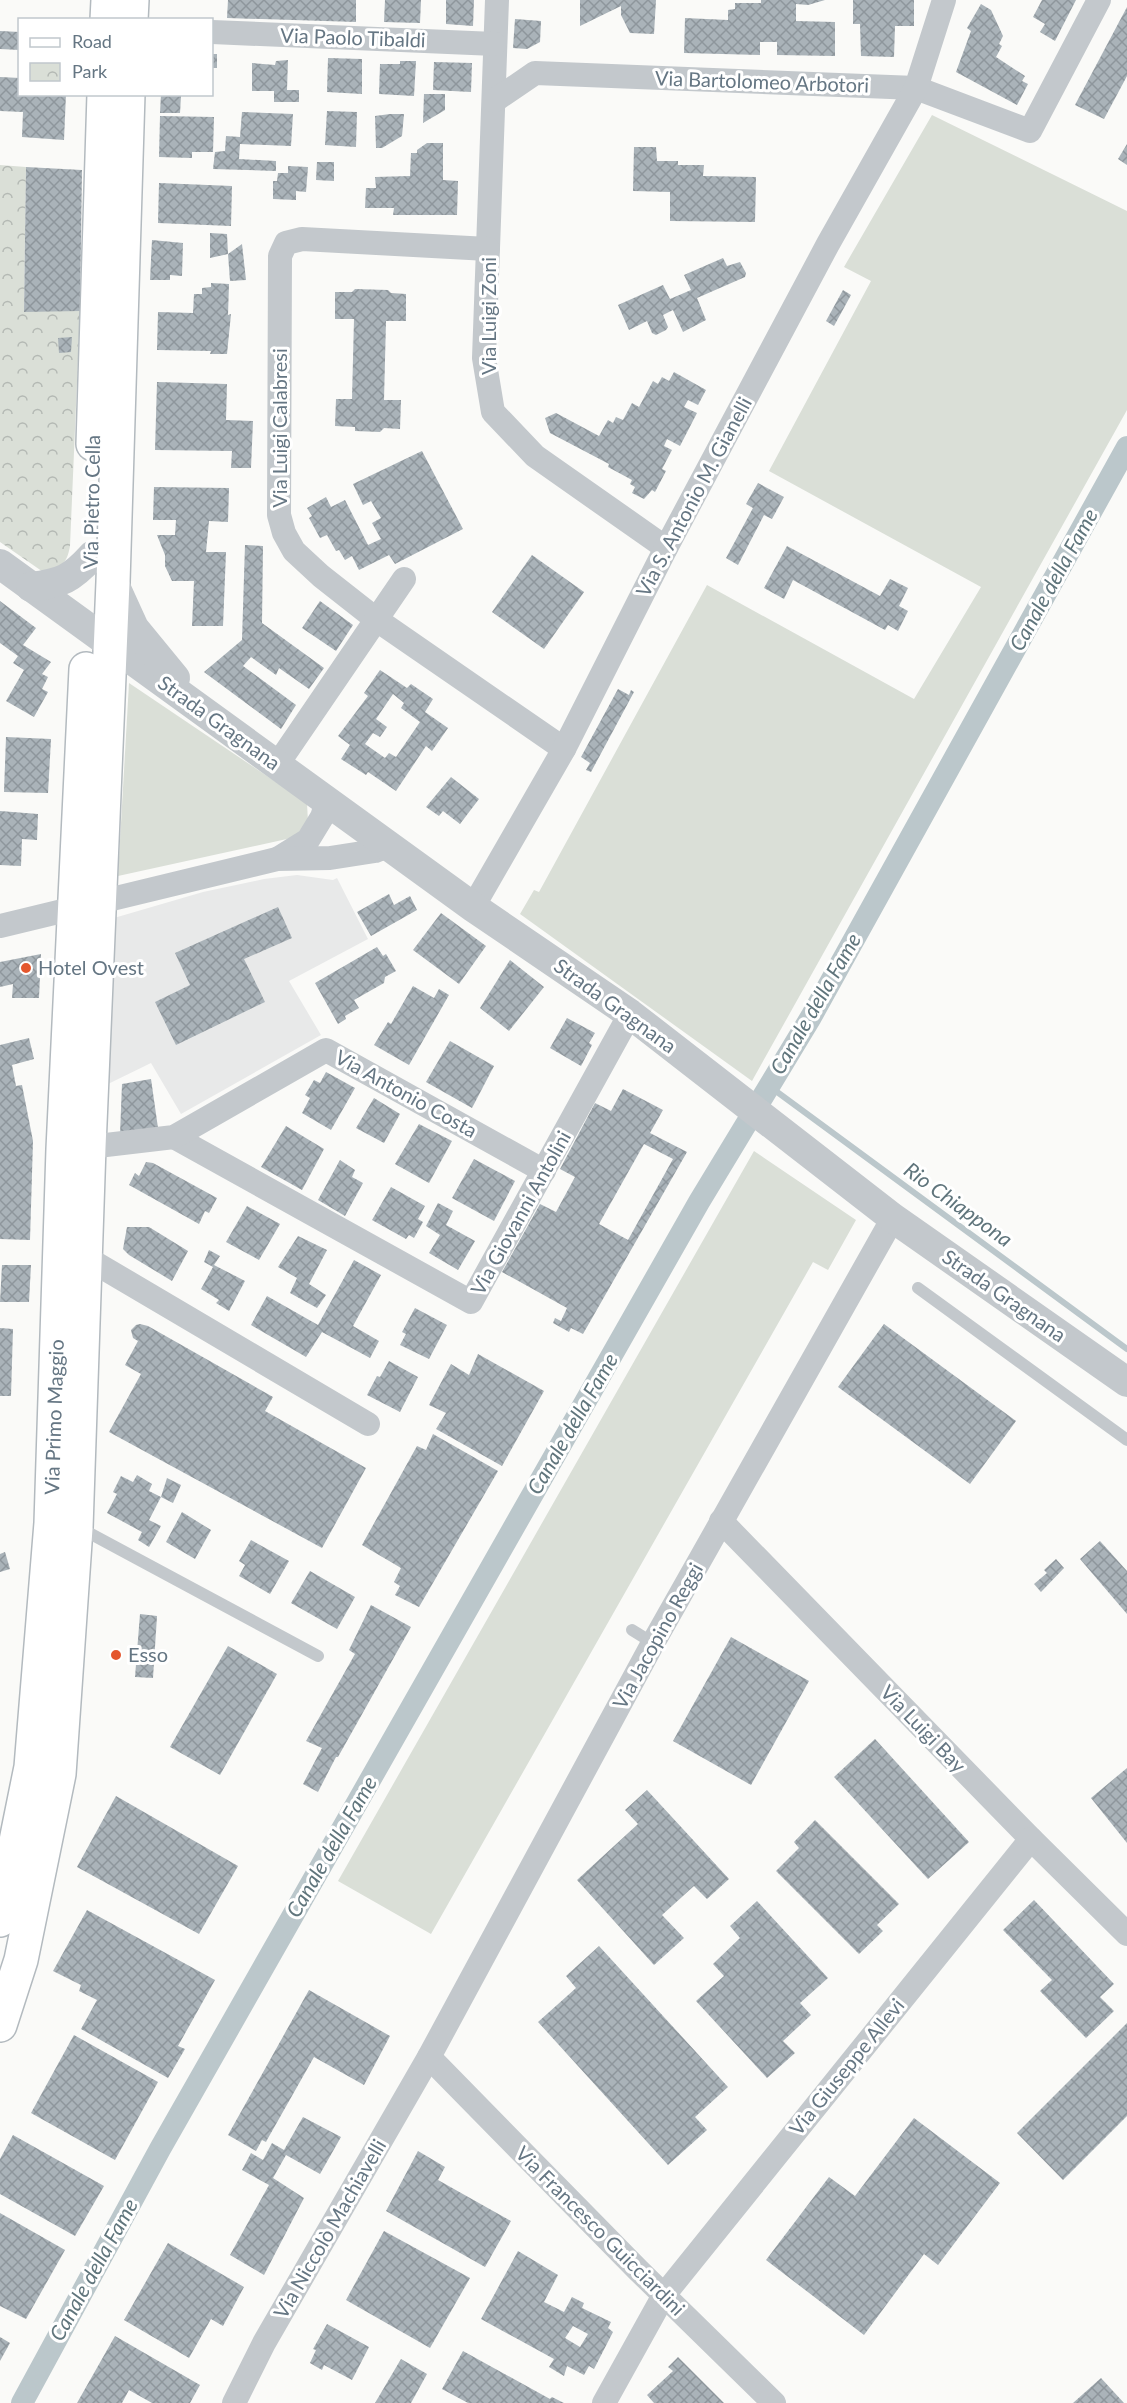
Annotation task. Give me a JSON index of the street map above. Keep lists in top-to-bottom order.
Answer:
{
  "streets": {
    "main road": ["Via Pietro Cella", "Via Primo Maggio"],
    "street": [
      "Via Paolo Tibaldi",
      "Via Bartolomeo Arbotori",
      "Via Luigi Zoni",
      "Via Luigi Calabresi",
      "Via S. Antonio M. Gianelli",
      "Strada Gragnana",
      "Via Antonio Costa",
      "Via Giovanni Antolini",
      "Via Jacopino Reggi",
      "Via Luigi Bay",
      "Via Giuseppe Allevi",
      "Via Niccolò Machiavelli",
      "Via Francesco Guicciardini"
    ]
  },
  "crossings": [
    ["Via Paolo Tibaldi", "Via Luigi Zoni"],
    ["Via Bartolomeo Arbotori", "Via Luigi Zoni"],
    ["Via Bartolomeo Arbotori", "Via S. Antonio M. Gianelli"],
    ["Via Luigi Zoni", "Via Luigi Calabresi"],
    ["Via Luigi Zoni", "Via S. Antonio M. Gianelli"],
    ["Via Luigi Calabresi", "Via S. Antonio M. Gianelli"],
    ["Via S. Antonio M. Gianelli", "Strada Gragnana"],
    ["Via Pietro Cella", "Strada Gragnana"],
    ["Via Pietro Cella", "Via Primo Maggio"],
    ["Strada Gragnana", "Via Giovanni Antolini"],
    ["Strada Gragnana", "Via Jacopino Reggi"],
    ["Via Antonio Costa", "Via Giovanni Antolini"],
    ["Via Jacopino Reggi", "Via Luigi Bay"],
    ["Via Jacopino Reggi", "Via Niccolò Machiavelli"],
    ["Via Jacopino Reggi", "Via Francesco Guicciardini"],
    ["Via Luigi Bay", "Via Giuseppe Allevi"],
    ["Via Giuseppe Allevi", "Via Francesco Guicciardini"],
    ["Via Niccolò Machiavelli", "Via Francesco Guicciardini"]
  ],
  "water": ["Canale della Fame", "Rio Chiappona"],
  "places": ["Hotel Ovest", "Esso"],
  "legend": ["Road", "Park"]
}
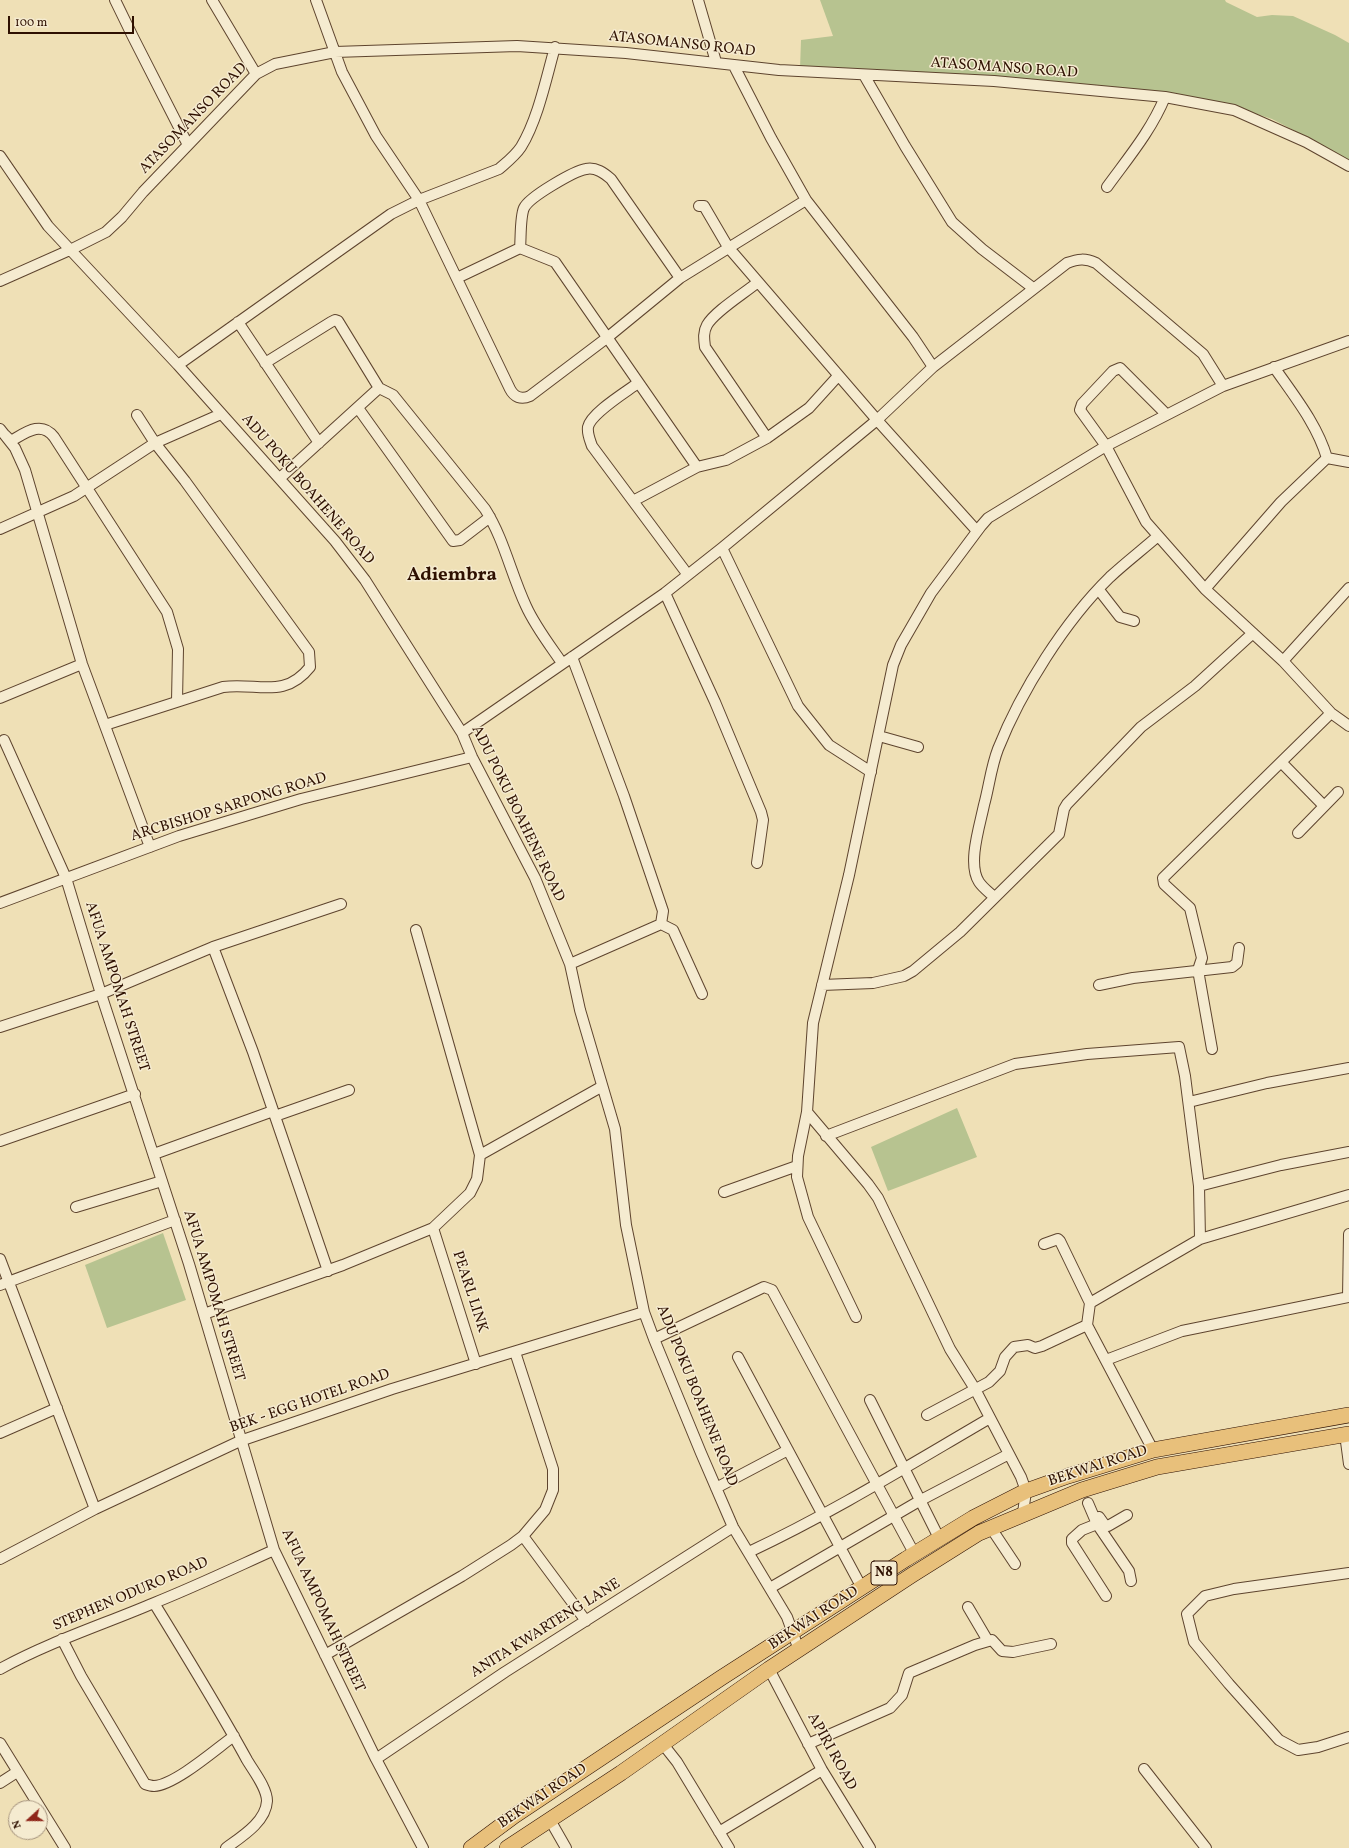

········

With the pictures removed, please retype each record exactly.

Annotation task. Give me a JSON index of the street map above. Keep lists in top-to-bottom order.
Answer:
{
  "streets": {
    "main road": ["Via Pietro Cella", "Via Primo Maggio"],
    "street": [
      "Via Paolo Tibaldi",
      "Via Bartolomeo Arbotori",
      "Via Luigi Zoni",
      "Via Luigi Calabresi",
      "Via S. Antonio M. Gianelli",
      "Strada Gragnana",
      "Via Antonio Costa",
      "Via Giovanni Antolini",
      "Via Jacopino Reggi",
      "Via Luigi Bay",
      "Via Giuseppe Allevi",
      "Via Niccolò Machiavelli",
      "Via Francesco Guicciardini"
    ]
  },
  "crossings": [
    ["Via Paolo Tibaldi", "Via Luigi Zoni"],
    ["Via Bartolomeo Arbotori", "Via Luigi Zoni"],
    ["Via Bartolomeo Arbotori", "Via S. Antonio M. Gianelli"],
    ["Via Luigi Zoni", "Via Luigi Calabresi"],
    ["Via Luigi Zoni", "Via S. Antonio M. Gianelli"],
    ["Via Luigi Calabresi", "Via S. Antonio M. Gianelli"],
    ["Via S. Antonio M. Gianelli", "Strada Gragnana"],
    ["Via Pietro Cella", "Strada Gragnana"],
    ["Via Pietro Cella", "Via Primo Maggio"],
    ["Strada Gragnana", "Via Giovanni Antolini"],
    ["Strada Gragnana", "Via Jacopino Reggi"],
    ["Via Antonio Costa", "Via Giovanni Antolini"],
    ["Via Jacopino Reggi", "Via Luigi Bay"],
    ["Via Jacopino Reggi", "Via Niccolò Machiavelli"],
    ["Via Jacopino Reggi", "Via Francesco Guicciardini"],
    ["Via Luigi Bay", "Via Giuseppe Allevi"],
    ["Via Giuseppe Allevi", "Via Francesco Guicciardini"],
    ["Via Niccolò Machiavelli", "Via Francesco Guicciardini"]
  ],
  "water": ["Canale della Fame", "Rio Chiappona"],
  "places": ["Hotel Ovest", "Esso"],
  "legend": ["Road", "Park"]
}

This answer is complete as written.